Directions for this task – Go line by line through the data below and work out how many lines contain "names"; the answer is that number alone.

══ Dataset records

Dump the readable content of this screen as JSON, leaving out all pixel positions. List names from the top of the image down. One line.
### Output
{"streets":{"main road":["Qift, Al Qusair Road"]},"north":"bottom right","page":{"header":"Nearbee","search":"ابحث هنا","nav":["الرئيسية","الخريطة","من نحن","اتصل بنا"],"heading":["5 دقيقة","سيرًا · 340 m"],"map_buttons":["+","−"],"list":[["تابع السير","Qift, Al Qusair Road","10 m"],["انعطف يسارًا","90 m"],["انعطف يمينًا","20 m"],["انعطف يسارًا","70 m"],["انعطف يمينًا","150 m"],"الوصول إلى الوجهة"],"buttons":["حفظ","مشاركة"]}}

════
══ Dataset records

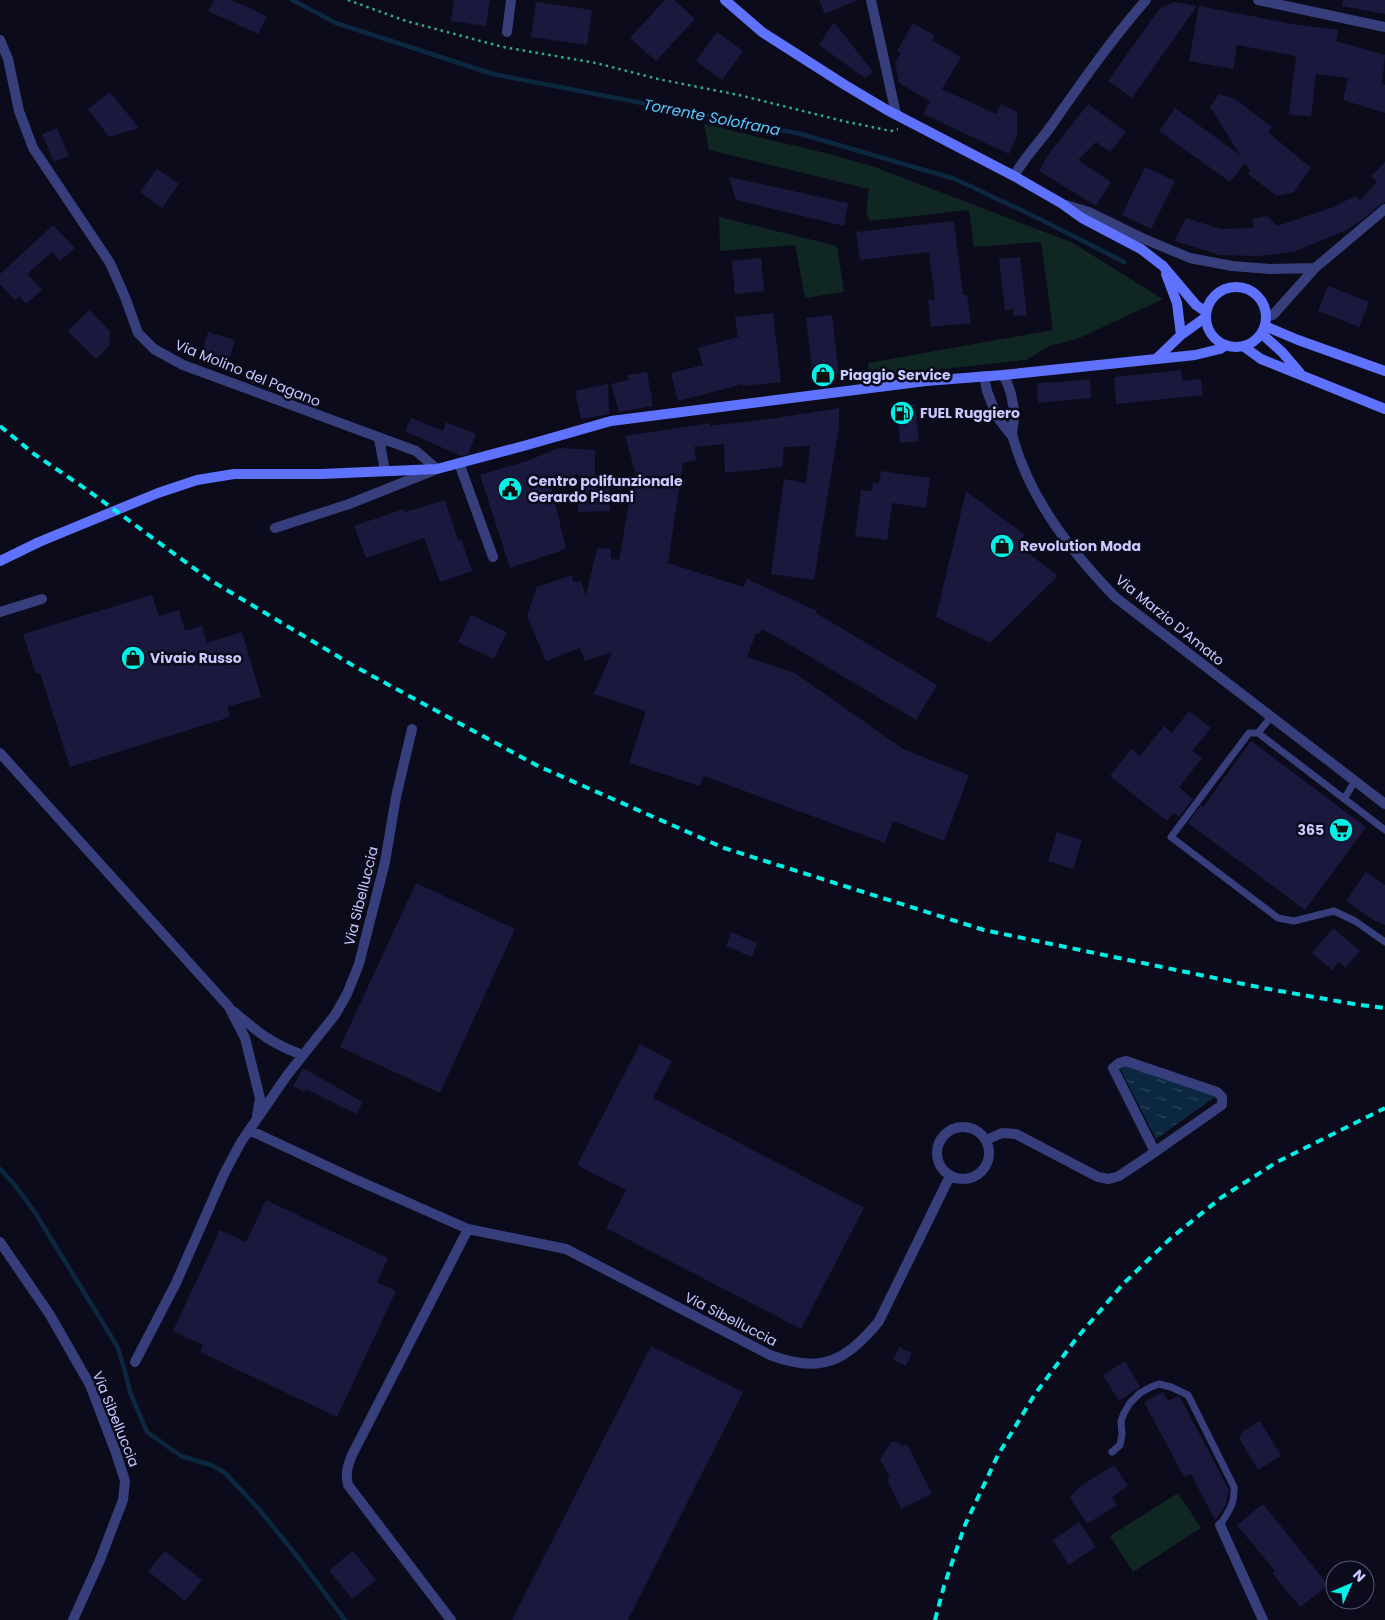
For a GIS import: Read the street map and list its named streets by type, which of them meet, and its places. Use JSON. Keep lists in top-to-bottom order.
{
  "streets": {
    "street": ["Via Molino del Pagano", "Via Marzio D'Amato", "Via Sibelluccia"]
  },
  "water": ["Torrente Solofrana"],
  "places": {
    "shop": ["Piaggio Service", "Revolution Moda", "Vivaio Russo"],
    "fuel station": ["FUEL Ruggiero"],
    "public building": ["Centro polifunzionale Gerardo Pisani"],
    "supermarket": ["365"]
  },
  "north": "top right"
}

════
══ Dataset records

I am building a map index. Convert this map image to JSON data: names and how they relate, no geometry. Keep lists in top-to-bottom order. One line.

════

Exercise result – 2